Segment Start: DATA EXCERPTS

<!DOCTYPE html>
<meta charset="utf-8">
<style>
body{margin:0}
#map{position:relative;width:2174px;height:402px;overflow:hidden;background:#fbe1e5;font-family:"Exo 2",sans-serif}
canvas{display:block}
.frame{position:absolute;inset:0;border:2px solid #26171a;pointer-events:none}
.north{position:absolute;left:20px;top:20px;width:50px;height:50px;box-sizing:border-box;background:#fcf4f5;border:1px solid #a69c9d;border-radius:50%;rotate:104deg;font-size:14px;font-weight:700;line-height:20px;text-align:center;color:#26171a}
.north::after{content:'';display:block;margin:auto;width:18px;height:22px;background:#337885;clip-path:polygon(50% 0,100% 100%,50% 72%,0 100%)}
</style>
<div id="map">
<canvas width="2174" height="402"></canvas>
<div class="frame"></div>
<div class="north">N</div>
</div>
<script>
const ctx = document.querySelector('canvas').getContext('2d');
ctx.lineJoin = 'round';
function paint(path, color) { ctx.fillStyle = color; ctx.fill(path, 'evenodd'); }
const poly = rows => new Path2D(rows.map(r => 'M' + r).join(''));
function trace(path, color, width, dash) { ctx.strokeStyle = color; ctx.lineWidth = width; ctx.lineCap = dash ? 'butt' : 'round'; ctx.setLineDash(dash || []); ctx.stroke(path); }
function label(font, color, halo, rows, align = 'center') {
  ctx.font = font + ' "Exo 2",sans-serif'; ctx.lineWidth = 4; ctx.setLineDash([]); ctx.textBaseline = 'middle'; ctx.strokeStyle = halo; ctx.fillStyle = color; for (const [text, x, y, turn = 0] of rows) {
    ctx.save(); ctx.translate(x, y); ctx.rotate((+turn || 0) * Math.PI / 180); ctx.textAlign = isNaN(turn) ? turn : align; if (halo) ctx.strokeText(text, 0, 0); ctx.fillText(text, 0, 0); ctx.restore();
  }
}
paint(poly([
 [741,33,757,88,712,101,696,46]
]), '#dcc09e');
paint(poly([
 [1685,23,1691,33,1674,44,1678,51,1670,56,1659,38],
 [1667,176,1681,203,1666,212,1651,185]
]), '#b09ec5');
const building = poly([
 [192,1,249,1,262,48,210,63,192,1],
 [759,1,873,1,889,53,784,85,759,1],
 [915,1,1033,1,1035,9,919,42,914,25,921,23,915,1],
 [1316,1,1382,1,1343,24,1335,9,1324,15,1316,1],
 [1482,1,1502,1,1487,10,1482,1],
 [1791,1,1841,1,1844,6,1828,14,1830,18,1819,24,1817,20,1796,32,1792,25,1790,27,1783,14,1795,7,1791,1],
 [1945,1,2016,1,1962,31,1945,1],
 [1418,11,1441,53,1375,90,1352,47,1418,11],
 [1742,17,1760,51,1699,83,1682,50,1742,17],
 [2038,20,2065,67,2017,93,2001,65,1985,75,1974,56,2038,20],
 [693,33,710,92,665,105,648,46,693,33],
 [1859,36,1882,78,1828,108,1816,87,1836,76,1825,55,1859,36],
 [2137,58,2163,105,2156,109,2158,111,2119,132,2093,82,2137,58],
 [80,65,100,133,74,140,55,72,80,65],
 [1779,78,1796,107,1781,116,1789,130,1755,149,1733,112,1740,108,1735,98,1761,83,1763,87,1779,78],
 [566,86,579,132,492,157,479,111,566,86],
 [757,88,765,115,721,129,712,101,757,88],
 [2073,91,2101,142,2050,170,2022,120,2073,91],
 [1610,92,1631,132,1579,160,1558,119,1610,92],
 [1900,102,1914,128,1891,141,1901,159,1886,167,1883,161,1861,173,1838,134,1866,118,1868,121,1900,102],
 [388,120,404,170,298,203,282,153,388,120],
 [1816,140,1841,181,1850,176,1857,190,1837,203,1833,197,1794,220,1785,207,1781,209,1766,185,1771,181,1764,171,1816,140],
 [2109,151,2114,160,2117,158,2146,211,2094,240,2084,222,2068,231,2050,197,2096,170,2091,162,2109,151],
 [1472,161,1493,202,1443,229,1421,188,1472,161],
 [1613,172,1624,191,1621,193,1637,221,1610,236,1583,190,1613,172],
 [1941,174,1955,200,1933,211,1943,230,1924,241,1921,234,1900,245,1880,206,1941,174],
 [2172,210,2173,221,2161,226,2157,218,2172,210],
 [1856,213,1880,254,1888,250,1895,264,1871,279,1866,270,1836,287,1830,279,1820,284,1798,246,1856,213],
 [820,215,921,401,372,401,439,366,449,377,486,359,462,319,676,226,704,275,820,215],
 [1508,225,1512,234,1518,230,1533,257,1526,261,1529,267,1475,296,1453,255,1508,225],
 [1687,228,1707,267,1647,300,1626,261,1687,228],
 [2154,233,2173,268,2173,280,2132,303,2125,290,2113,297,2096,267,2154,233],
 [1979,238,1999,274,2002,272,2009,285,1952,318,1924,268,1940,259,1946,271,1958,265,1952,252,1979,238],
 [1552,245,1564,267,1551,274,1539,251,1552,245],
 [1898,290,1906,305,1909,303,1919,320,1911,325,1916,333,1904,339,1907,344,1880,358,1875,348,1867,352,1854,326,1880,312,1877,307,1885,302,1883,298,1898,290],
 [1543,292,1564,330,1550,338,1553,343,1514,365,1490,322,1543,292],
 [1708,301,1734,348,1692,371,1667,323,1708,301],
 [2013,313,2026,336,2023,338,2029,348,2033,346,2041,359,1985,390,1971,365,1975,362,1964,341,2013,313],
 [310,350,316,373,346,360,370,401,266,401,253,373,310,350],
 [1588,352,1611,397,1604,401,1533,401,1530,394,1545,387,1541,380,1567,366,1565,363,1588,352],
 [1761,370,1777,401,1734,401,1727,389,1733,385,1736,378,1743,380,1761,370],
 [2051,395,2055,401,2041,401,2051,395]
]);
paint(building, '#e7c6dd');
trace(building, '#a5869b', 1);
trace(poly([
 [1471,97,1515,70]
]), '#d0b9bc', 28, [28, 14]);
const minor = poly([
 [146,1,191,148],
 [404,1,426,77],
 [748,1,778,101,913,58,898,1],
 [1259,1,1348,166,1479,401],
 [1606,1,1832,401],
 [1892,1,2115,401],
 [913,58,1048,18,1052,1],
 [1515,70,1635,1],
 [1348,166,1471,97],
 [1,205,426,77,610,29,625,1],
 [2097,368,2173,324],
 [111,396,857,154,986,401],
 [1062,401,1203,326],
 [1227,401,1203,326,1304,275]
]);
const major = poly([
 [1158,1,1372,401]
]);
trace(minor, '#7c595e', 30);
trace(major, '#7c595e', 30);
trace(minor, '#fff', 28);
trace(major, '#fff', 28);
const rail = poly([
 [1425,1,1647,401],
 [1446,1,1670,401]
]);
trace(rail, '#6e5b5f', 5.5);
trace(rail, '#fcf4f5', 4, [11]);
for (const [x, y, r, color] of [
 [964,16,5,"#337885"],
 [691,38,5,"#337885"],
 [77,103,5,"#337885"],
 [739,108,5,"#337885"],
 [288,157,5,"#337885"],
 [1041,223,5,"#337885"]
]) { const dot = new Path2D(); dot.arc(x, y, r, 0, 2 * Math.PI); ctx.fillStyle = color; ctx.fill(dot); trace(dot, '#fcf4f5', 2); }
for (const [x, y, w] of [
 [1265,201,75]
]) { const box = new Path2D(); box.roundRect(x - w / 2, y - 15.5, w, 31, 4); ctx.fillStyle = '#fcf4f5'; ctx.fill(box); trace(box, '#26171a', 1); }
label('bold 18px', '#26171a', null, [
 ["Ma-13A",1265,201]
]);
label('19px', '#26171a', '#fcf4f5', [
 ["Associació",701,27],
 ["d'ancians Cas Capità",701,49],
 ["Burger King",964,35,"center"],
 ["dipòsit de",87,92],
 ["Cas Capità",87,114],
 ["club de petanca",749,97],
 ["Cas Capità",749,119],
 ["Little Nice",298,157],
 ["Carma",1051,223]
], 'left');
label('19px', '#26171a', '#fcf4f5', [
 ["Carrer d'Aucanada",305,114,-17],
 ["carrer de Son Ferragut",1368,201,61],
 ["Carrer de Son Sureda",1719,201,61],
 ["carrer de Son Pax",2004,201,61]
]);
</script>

Segment End: DATA EXCERPTS

> PROBLEM REQUIREMENTS:
Repeat word for word the lines above that run from the line containing "0,100% 100%,50% 72%,0" through the line containing "const poly = rows", both ends included, and nothing else.

> FINISHED TASK:
.north::after{content:'';display:block;margin:auto;width:18px;height:22px;background:#337885;clip-path:polygon(50% 0,100% 100%,50% 72%,0 100%)}
</style>
<div id="map">
<canvas width="2174" height="402"></canvas>
<div class="frame"></div>
<div class="north">N</div>
</div>
<script>
const ctx = document.querySelector('canvas').getContext('2d');
ctx.lineJoin = 'round';
function paint(path, color) { ctx.fillStyle = color; ctx.fill(path, 'evenodd'); }
const poly = rows => new Path2D(rows.map(r => 'M' + r).join(''));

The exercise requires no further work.